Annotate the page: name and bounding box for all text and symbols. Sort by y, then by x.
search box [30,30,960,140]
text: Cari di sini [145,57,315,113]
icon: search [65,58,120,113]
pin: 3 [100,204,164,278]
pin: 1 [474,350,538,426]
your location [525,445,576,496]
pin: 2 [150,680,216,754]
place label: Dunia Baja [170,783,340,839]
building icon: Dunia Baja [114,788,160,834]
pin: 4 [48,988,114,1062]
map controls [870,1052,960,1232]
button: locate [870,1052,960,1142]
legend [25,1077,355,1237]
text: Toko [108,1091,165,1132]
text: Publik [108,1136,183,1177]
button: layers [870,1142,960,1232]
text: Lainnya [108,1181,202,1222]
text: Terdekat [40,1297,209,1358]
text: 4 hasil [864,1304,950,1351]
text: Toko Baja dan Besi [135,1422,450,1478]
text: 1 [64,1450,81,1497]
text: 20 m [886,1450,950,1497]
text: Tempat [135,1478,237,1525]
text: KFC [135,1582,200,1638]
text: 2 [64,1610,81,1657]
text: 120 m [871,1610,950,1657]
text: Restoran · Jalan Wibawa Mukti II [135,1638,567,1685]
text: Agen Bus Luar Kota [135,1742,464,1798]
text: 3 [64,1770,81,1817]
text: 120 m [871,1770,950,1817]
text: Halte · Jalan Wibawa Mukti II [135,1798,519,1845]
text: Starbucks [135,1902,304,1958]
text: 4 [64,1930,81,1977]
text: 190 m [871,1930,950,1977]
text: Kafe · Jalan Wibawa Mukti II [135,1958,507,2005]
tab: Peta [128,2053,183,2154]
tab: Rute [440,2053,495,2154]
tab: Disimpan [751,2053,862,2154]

§ **EXERCISE OBJECTIVE**: Which lines hold the string "search"? Copy all of them from the data above.

§ **RESULT OF THE EXERCISE**:
search box [30,30,960,140]
icon: search [65,58,120,113]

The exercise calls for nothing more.